To do: A complete answer includes every line below with the word "image".

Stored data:

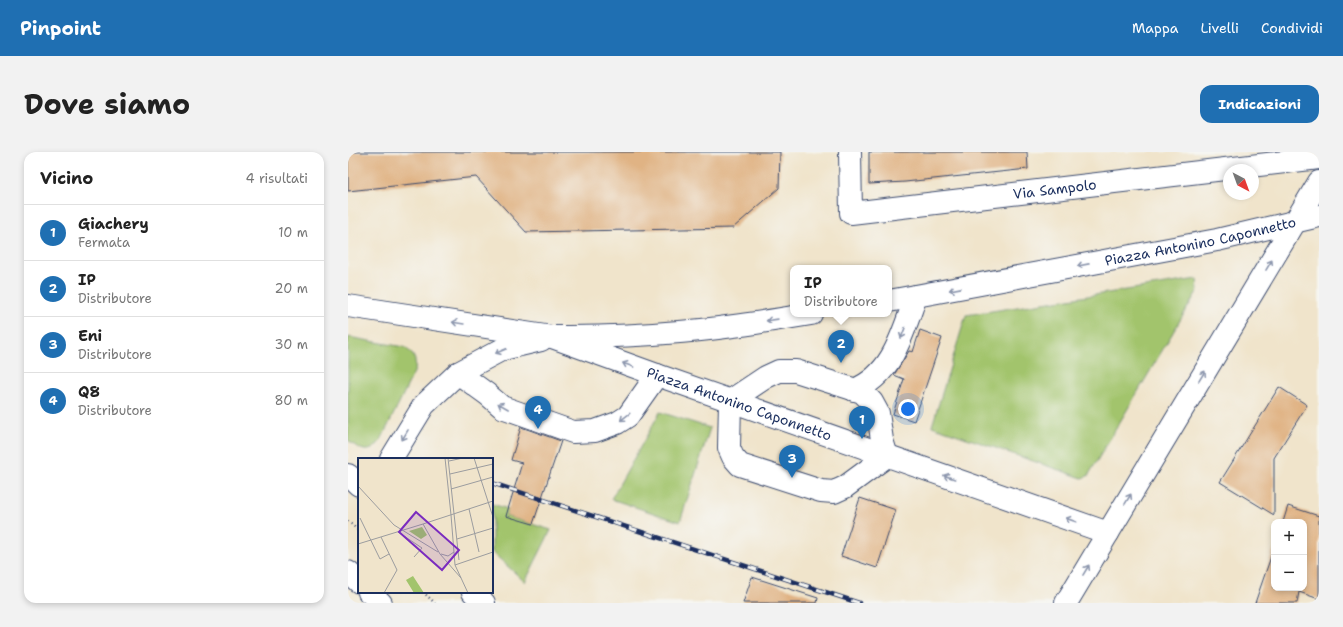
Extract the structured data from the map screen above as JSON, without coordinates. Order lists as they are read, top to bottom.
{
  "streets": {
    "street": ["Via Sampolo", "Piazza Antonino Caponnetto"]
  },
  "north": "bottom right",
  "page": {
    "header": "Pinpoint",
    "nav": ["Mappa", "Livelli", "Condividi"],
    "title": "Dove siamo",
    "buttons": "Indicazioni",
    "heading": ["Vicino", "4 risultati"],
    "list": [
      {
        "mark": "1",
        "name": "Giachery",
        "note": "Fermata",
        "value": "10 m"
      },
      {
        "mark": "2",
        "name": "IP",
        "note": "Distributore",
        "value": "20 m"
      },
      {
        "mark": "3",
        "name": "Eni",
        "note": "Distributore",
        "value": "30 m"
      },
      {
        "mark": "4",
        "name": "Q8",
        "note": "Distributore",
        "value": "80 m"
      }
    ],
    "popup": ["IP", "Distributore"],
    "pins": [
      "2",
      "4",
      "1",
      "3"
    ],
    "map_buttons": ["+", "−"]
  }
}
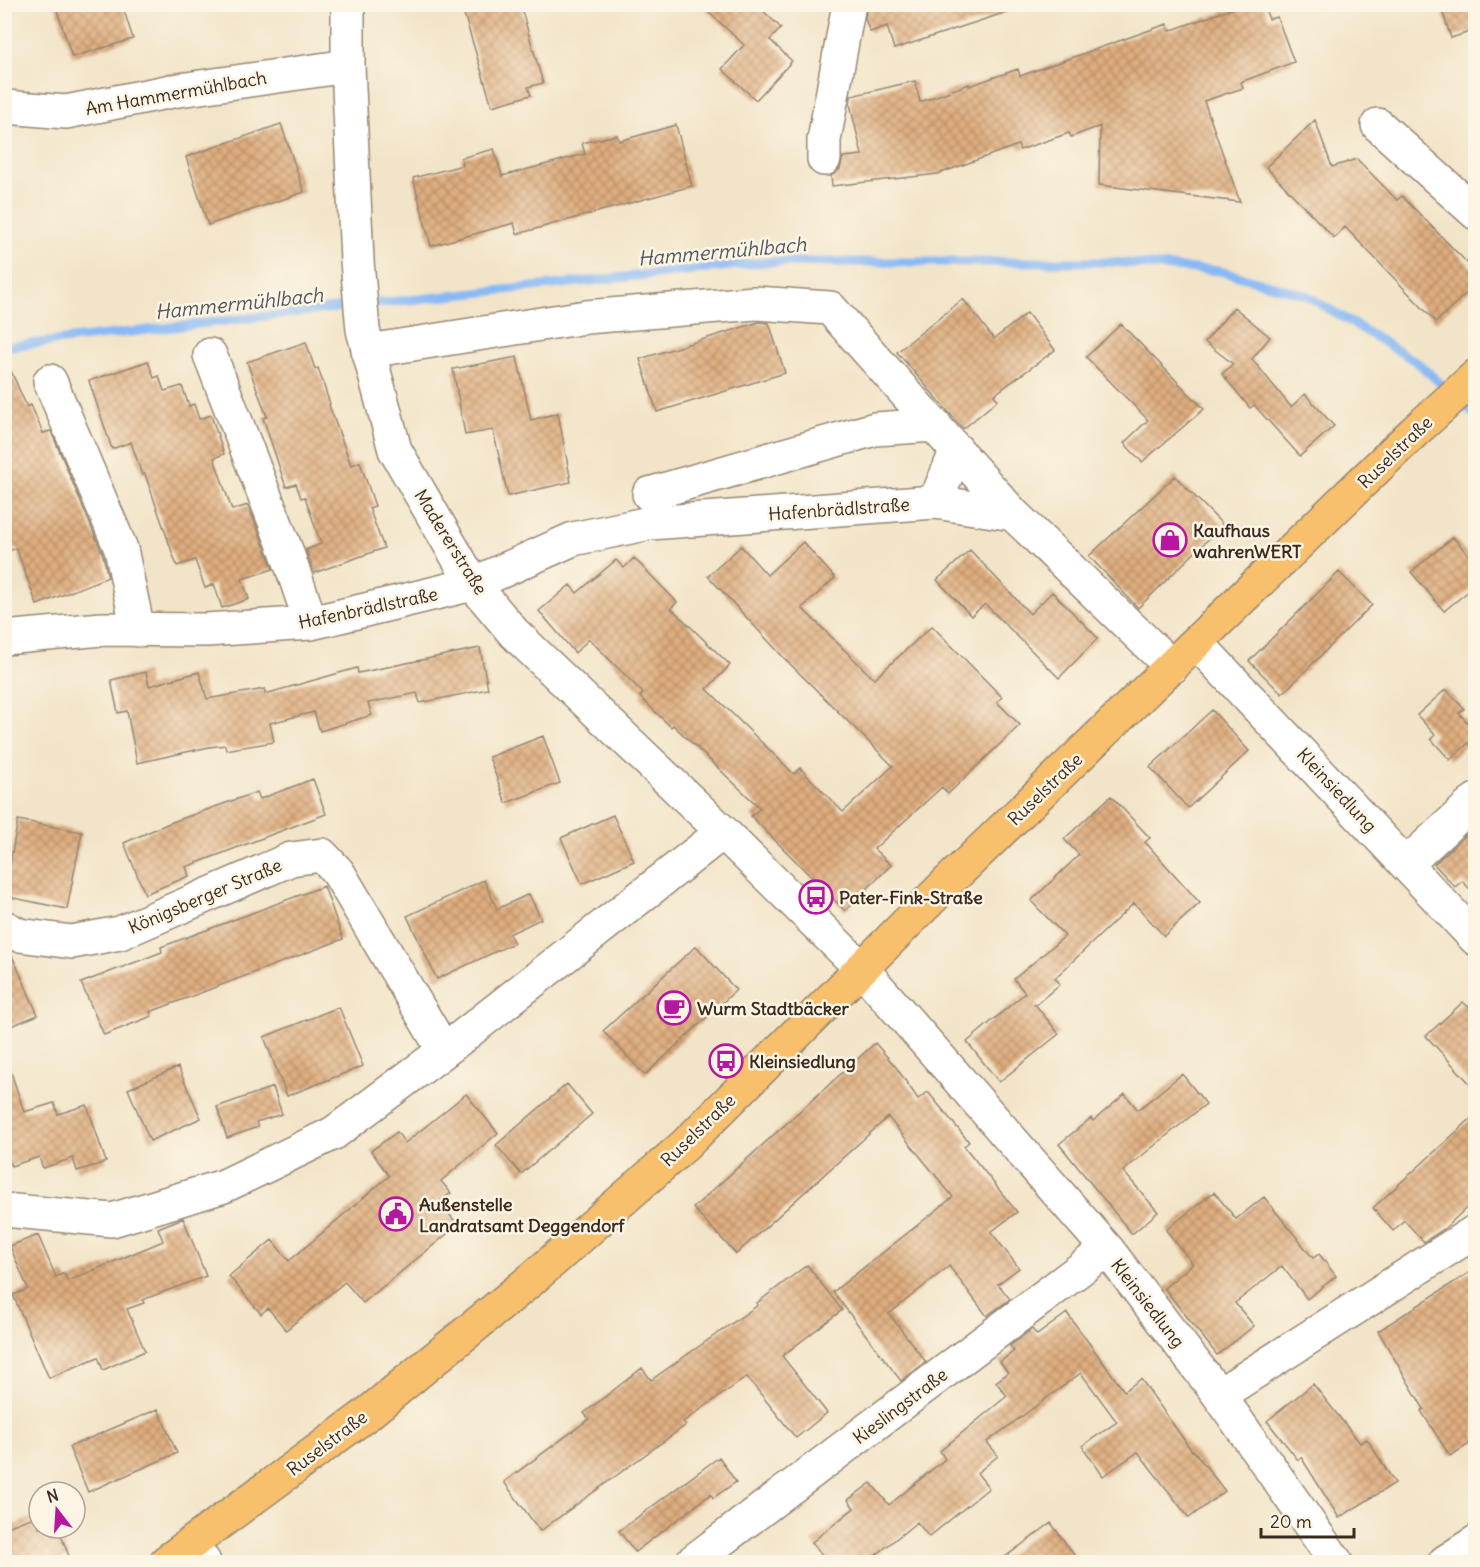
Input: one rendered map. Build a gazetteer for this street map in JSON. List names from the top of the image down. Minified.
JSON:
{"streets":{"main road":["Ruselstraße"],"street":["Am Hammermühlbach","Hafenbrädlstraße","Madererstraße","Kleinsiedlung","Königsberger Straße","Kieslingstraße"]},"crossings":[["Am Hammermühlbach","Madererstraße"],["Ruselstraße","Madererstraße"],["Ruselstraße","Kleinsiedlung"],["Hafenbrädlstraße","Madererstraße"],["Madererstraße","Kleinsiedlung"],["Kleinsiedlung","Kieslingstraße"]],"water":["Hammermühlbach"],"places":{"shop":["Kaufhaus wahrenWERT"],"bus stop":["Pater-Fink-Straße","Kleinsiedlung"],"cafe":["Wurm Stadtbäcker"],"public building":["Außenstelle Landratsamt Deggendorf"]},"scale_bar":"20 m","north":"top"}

...

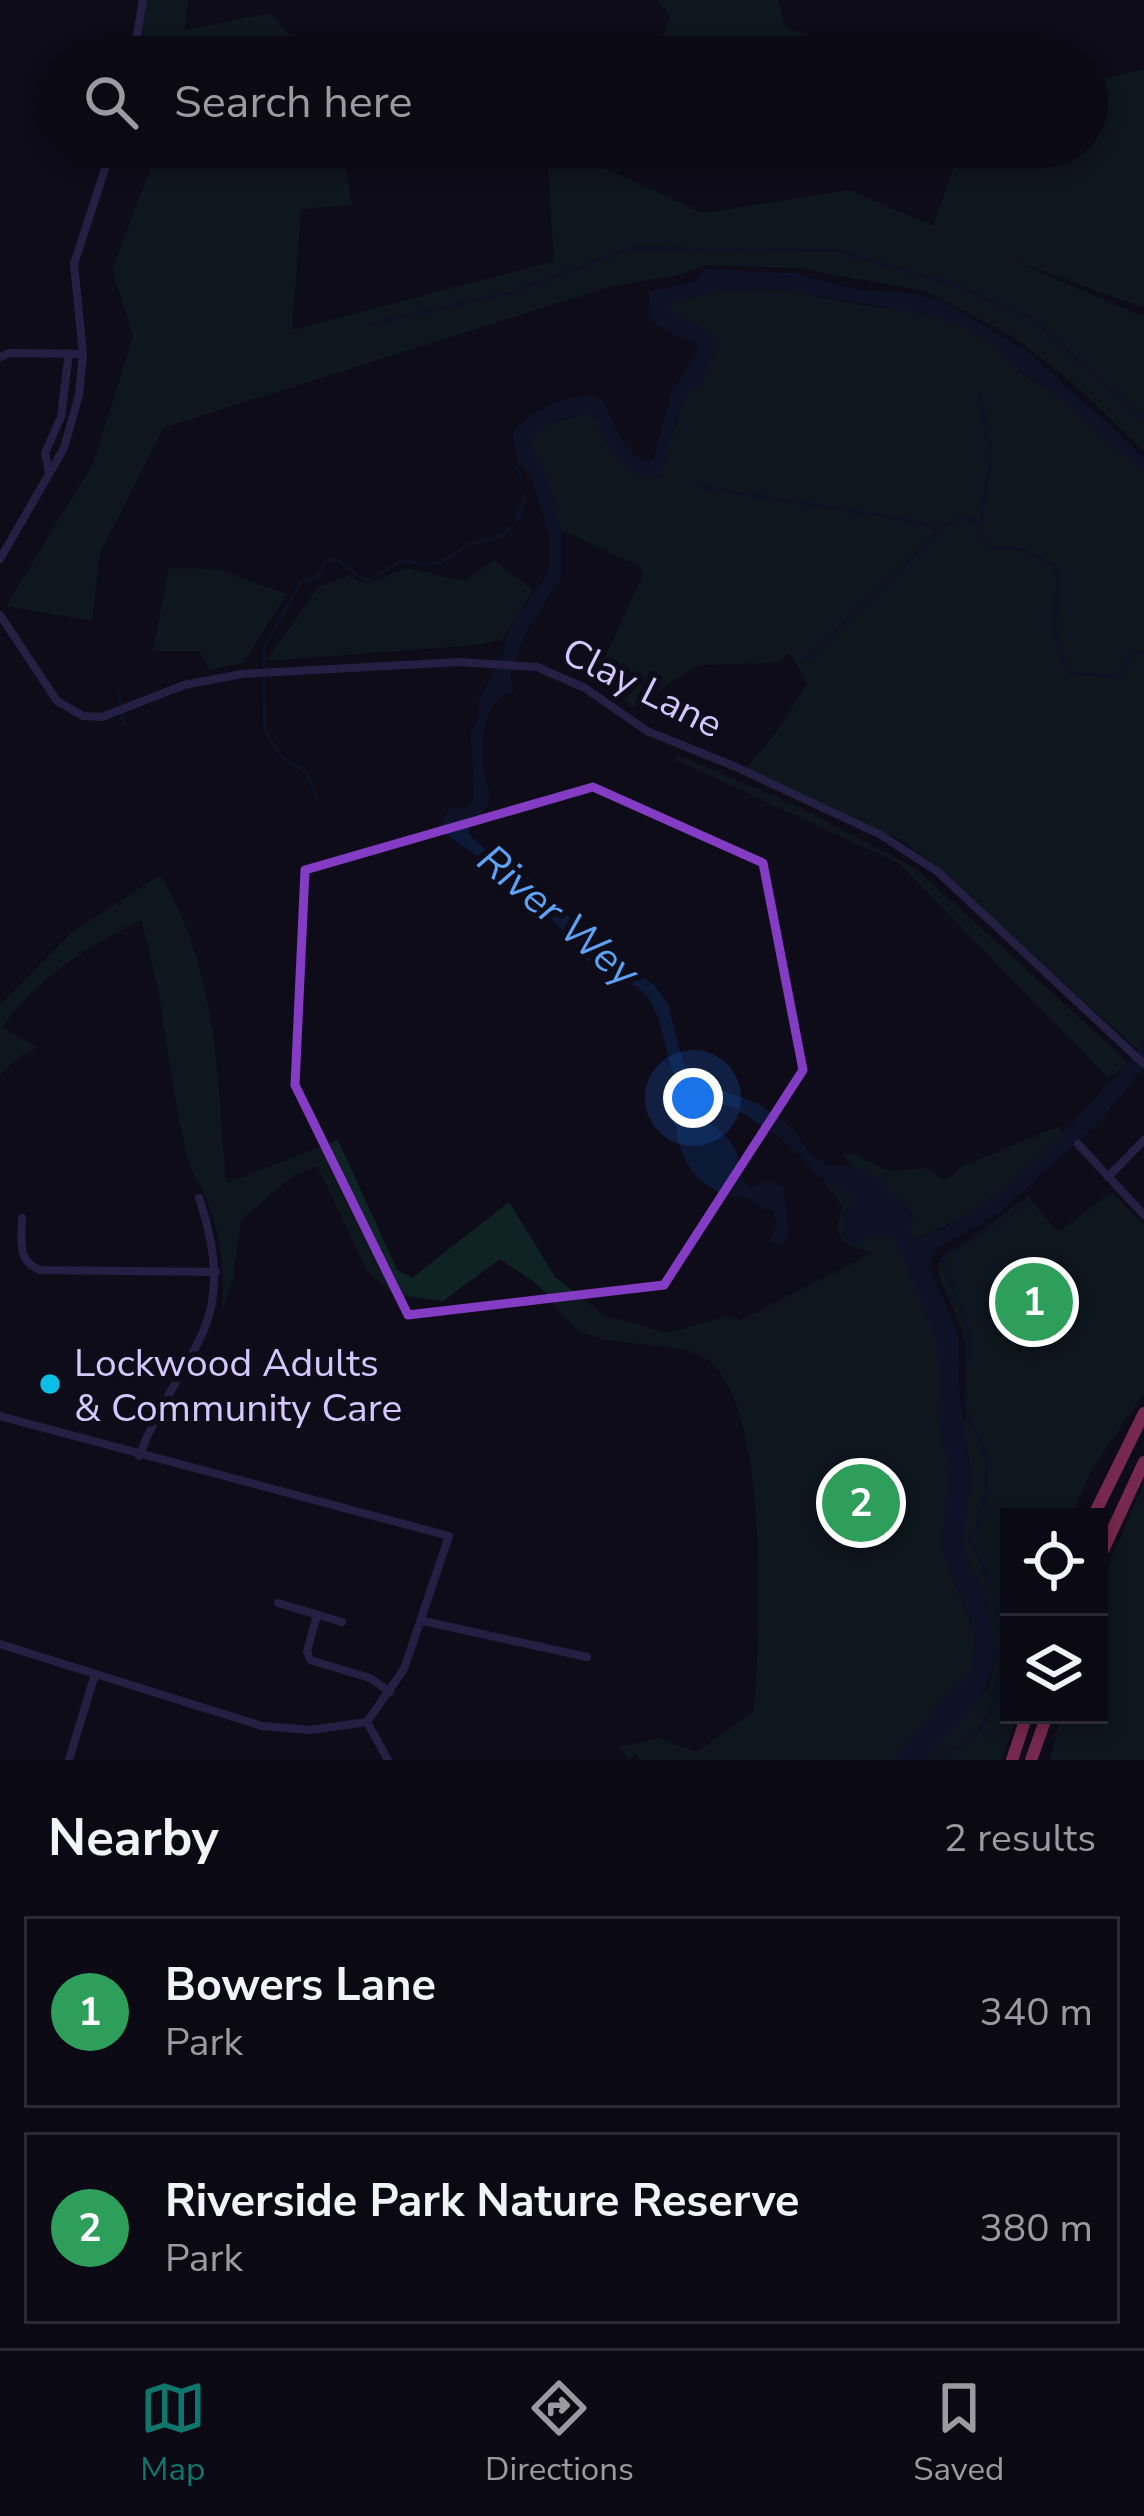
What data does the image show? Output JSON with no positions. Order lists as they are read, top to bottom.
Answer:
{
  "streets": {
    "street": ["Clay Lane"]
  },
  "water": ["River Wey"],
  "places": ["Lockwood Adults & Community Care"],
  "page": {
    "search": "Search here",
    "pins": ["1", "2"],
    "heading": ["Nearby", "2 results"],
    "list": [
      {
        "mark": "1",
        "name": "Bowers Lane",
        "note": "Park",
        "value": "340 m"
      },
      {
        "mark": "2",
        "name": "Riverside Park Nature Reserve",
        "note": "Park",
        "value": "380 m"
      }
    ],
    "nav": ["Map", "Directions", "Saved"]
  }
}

Output for this exercise:
Input: one rendered map. Build a gazetteer for this street map in JSON. List names from the top of the image down. Minified.
What data does the image show? Output JSON with no positions. Order lists as they are read, top to bottom.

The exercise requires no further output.